Exercise details
Transcribe the data below verbatim from the line with "margin:0; padding:0; list-style:none" to the line with "flex:none; width:33px; height:33px;". Include both of those lines.

START Records shown

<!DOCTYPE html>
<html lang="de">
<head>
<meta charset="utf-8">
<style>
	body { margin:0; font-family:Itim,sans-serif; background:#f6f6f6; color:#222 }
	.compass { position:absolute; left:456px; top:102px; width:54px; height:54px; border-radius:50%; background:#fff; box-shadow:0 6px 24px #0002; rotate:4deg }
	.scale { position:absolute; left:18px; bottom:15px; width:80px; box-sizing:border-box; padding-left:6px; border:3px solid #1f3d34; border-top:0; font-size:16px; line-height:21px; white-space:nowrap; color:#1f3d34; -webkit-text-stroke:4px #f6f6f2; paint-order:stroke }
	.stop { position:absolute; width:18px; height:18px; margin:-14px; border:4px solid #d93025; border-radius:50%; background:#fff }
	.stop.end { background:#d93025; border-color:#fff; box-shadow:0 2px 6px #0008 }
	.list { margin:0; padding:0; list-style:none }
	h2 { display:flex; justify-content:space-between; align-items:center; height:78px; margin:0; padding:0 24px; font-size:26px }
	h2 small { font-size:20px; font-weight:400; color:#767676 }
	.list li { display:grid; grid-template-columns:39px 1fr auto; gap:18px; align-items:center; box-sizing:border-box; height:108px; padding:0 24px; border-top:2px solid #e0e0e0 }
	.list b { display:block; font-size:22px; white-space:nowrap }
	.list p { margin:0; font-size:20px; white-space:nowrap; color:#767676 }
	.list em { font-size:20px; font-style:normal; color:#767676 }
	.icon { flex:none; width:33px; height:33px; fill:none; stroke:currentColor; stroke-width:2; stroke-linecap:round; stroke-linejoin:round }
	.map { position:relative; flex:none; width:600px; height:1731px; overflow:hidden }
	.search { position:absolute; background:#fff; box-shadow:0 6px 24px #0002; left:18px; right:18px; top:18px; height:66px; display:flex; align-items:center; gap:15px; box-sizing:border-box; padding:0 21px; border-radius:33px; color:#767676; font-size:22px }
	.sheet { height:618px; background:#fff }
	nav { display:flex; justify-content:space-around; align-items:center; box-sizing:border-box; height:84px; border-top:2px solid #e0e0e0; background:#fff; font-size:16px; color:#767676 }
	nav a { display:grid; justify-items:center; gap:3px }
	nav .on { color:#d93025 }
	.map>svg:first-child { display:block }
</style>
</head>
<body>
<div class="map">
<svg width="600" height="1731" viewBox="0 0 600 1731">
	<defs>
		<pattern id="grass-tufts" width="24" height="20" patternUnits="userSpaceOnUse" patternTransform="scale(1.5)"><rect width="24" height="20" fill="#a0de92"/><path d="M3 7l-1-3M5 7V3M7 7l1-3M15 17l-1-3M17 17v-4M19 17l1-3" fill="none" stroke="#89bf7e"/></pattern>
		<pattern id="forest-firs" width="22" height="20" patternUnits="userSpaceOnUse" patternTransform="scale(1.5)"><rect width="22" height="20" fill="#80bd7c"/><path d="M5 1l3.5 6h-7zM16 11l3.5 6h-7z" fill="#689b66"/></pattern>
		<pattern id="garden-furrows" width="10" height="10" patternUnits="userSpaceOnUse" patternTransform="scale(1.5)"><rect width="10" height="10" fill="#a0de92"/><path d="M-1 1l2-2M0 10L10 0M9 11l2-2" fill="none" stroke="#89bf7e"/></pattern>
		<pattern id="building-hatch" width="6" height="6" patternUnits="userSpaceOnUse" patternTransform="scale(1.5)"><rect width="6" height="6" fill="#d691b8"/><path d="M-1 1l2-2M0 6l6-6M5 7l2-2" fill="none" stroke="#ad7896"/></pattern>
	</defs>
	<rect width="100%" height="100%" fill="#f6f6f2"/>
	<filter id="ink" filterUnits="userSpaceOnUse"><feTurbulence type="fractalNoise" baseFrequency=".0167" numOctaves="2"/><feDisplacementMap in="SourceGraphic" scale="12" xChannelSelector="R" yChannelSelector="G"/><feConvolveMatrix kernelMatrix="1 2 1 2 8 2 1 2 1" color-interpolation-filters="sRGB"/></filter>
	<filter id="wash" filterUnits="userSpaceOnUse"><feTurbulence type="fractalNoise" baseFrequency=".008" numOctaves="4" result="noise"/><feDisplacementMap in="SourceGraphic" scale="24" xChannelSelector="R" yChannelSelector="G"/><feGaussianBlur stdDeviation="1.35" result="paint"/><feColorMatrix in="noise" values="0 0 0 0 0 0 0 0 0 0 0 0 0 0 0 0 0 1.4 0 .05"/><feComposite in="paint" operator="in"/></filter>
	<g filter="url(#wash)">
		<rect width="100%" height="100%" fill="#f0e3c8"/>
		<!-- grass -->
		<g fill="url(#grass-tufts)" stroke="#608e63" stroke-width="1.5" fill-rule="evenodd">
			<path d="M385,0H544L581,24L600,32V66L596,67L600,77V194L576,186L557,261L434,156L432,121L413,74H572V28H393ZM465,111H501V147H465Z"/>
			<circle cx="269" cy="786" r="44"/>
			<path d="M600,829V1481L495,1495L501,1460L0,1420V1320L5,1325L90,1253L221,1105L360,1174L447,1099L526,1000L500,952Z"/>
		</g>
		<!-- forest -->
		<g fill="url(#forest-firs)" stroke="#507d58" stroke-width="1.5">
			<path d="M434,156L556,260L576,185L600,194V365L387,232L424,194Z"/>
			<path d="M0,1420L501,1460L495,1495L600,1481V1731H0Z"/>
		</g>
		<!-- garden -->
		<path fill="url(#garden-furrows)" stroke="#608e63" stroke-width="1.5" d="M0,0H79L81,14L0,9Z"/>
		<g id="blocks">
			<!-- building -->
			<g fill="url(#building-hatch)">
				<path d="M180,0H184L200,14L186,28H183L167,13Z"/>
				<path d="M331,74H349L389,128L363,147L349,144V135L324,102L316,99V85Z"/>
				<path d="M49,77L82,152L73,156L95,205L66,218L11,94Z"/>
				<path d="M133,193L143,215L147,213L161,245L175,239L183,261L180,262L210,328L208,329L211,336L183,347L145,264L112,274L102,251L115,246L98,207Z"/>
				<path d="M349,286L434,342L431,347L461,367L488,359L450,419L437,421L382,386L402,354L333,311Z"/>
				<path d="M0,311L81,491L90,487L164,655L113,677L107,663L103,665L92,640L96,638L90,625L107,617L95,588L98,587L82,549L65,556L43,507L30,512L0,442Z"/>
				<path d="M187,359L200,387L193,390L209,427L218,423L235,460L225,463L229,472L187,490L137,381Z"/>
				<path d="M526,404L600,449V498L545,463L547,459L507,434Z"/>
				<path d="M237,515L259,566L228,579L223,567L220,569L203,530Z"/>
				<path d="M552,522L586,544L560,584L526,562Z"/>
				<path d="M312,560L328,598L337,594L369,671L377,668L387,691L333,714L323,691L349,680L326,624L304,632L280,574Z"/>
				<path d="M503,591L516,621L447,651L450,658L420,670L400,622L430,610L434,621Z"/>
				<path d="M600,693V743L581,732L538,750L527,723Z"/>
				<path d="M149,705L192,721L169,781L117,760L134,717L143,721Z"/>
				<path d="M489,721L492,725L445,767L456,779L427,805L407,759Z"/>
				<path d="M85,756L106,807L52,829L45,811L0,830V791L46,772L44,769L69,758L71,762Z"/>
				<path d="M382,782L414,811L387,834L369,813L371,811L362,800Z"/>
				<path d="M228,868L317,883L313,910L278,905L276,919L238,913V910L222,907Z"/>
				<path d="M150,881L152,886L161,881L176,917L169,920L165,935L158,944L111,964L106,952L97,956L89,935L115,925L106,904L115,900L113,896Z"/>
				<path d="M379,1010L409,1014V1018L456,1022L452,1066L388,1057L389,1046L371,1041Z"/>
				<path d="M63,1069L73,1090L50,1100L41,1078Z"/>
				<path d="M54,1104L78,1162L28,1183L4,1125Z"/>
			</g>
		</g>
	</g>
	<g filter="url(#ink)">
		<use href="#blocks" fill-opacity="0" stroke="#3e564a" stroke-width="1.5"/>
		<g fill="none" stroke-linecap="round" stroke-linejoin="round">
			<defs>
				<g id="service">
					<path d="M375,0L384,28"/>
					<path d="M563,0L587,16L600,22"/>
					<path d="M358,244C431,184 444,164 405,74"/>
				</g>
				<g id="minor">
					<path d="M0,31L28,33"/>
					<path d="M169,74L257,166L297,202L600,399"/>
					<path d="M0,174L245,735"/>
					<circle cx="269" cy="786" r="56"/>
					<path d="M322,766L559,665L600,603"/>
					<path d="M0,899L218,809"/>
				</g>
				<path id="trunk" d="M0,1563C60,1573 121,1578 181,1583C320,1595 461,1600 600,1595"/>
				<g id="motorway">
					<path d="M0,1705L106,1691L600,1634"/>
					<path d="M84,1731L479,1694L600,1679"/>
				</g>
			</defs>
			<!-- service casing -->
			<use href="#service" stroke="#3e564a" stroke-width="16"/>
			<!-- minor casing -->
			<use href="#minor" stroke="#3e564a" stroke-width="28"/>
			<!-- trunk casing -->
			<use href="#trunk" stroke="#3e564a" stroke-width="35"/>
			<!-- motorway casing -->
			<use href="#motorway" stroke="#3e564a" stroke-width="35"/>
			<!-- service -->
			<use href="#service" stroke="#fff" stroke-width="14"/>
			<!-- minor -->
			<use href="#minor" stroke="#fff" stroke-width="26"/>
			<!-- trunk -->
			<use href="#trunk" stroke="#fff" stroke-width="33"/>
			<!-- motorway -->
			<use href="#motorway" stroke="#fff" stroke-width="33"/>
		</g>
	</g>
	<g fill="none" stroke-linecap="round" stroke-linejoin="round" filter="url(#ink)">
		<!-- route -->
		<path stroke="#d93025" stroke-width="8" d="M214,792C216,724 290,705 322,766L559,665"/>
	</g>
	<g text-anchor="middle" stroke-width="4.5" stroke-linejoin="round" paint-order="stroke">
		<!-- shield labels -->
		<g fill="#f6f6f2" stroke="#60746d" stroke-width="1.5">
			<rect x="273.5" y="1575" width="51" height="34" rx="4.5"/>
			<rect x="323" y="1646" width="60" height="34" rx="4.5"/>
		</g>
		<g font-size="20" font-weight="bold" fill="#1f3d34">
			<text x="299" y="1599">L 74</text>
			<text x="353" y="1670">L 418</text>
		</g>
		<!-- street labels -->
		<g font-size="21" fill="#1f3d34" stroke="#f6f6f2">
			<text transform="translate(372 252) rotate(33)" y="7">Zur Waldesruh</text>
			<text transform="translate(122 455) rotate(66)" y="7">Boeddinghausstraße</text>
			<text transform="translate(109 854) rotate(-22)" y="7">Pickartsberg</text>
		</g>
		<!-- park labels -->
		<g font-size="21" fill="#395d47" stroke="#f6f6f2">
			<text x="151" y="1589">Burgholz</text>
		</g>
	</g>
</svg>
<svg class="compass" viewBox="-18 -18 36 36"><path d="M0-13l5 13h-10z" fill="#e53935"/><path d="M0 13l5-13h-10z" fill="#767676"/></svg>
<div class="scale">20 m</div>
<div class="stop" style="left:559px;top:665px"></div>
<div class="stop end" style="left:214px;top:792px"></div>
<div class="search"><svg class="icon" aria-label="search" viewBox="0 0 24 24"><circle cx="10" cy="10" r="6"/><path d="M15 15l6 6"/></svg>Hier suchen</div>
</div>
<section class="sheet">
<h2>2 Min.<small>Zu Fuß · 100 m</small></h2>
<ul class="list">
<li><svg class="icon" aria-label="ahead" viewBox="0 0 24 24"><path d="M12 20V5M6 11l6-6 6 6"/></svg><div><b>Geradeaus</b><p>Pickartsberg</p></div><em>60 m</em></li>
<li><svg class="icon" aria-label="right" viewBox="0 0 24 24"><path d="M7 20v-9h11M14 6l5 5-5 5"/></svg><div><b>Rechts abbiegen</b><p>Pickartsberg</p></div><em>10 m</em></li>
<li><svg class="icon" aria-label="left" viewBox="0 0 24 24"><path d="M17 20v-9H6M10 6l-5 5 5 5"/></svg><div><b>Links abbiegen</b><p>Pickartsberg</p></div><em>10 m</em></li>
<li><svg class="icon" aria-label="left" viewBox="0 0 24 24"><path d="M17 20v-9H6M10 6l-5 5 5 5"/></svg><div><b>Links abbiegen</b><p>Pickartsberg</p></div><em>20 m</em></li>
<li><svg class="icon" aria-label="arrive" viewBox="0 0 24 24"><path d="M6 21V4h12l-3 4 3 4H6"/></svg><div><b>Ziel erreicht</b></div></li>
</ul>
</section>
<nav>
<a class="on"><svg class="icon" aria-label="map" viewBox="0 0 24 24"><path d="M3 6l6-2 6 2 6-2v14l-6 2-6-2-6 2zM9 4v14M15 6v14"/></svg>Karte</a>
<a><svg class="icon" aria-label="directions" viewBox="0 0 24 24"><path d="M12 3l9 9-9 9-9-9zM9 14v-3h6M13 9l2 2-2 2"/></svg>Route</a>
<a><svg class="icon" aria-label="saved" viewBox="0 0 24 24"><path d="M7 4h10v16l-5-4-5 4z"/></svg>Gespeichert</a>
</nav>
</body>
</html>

END Records shown

Result of the exercise
	.list { margin:0; padding:0; list-style:none }
	h2 { display:flex; justify-content:space-between; align-items:center; height:78px; margin:0; padding:0 24px; font-size:26px }
	h2 small { font-size:20px; font-weight:400; color:#767676 }
	.list li { display:grid; grid-template-columns:39px 1fr auto; gap:18px; align-items:center; box-sizing:border-box; height:108px; padding:0 24px; border-top:2px solid #e0e0e0 }
	.list b { display:block; font-size:22px; white-space:nowrap }
	.list p { margin:0; font-size:20px; white-space:nowrap; color:#767676 }
	.list em { font-size:20px; font-style:normal; color:#767676 }
	.icon { flex:none; width:33px; height:33px; fill:none; stroke:currentColor; stroke-width:2; stroke-linecap:round; stroke-linejoin:round }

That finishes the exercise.